I had read prior to this everything that I could lay my hands on in Catholic moral theology regarding homosexuality. The combined effect being a profound confusion of thought followed by bottomless despair. Here at last was a true work of scholarship meticulously researched and beautifully executed. Scripturally and theologically it broke new ground and for the next twelve months and more John M Neill’s face was on every chat show and every other publication across the nation.
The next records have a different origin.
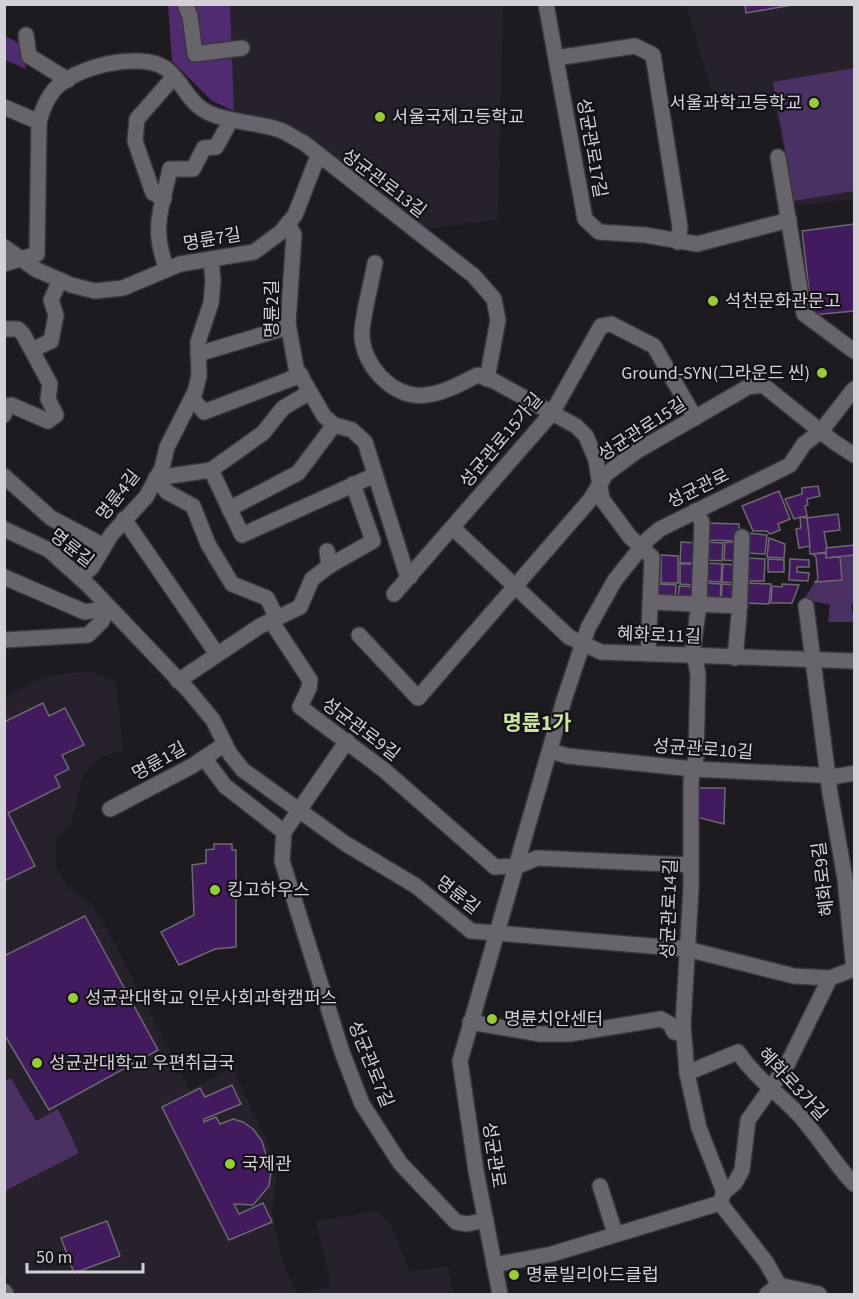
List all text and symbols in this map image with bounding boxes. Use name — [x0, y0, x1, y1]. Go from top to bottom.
place label: 서울과학고등학교 — [670, 91, 802, 116]
street label: 성균관로17길 — [570, 96, 613, 200]
marker: 서울과학고등학교 — [807, 96, 821, 110]
place label: 서울국제고등학교 — [392, 105, 524, 130]
marker: 서울국제고등학교 — [373, 110, 387, 124]
street label: 성균관로13길 — [336, 143, 431, 224]
street label: 명륜7길 — [181, 222, 243, 257]
street label: 명륜2길 — [260, 280, 285, 338]
place label: 석천문화관문고 — [725, 289, 841, 314]
marker: 석천문화관문고 — [706, 294, 720, 308]
place label: Ground-SYN(그라운드 씬) — [621, 361, 810, 386]
marker: Ground-SYN(그라운드 씬) — [815, 366, 829, 380]
street label: 성균관로15가길 — [454, 387, 549, 493]
street label: 성균관로15길 — [593, 392, 691, 467]
street label: 성균관로 — [663, 463, 733, 514]
street label: 명륜4길 — [90, 465, 146, 526]
street label: 명륜길 — [44, 523, 99, 574]
street label: 혜화로11길 — [617, 622, 701, 649]
street label: 성균관로9길 — [317, 692, 405, 767]
district label: 명륜1가 — [502, 708, 572, 738]
street label: 성균관로10길 — [652, 734, 754, 765]
street label: 명륜1길 — [128, 736, 191, 787]
street label: 혜화로9길 — [807, 840, 840, 918]
street label: 성균관로14길 — [655, 858, 684, 960]
street label: 명륜길 — [430, 870, 485, 921]
place label: 킹고하우스 — [227, 878, 310, 903]
marker: 킹고하우스 — [208, 883, 222, 897]
place label: 성균관대학교 인문사회과학캠퍼스 — [85, 986, 337, 1011]
marker: 성균관대학교 인문사회과학캠퍼스 — [66, 991, 80, 1005]
place label: 명륜치안센터 — [504, 1007, 603, 1032]
marker: 명륜치안센터 — [485, 1012, 499, 1026]
street label: 성균관로7길 — [342, 1017, 399, 1111]
street label: 혜화로3가길 — [752, 1042, 833, 1126]
place label: 성균관대학교 우편취급국 — [49, 1051, 235, 1076]
marker: 성균관대학교 우편취급국 — [30, 1056, 44, 1070]
street label: 성균관로 — [476, 1120, 511, 1190]
place label: 국제관 — [242, 1152, 292, 1177]
marker: 국제관 — [223, 1157, 237, 1171]
scale bar — [27, 1236, 142, 1274]
text: 50 m — [36, 1245, 72, 1270]
place label: 명륜빌리아드클럽 — [526, 1263, 658, 1288]
marker: 명륜빌리아드클럽 — [507, 1268, 521, 1282]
John was instrumental in founding Dignity New York in 1972, an organization for the support of LGBT Catholics and their friends. His work and experience in those early days -- less than three years after the Stonewall Riots -- with Catholic gay men “compelled” him he once told me to respond in whatever way he could to the “loneliness, pain and anguish” of his gay brothers. Having been attracted early on in his studies to Maurice Blondel a French pre-existentialist philosopher from the turn of the century, he found his Jesuit vocation summed up in a passage of Blondel’s: “One must give all for the all.”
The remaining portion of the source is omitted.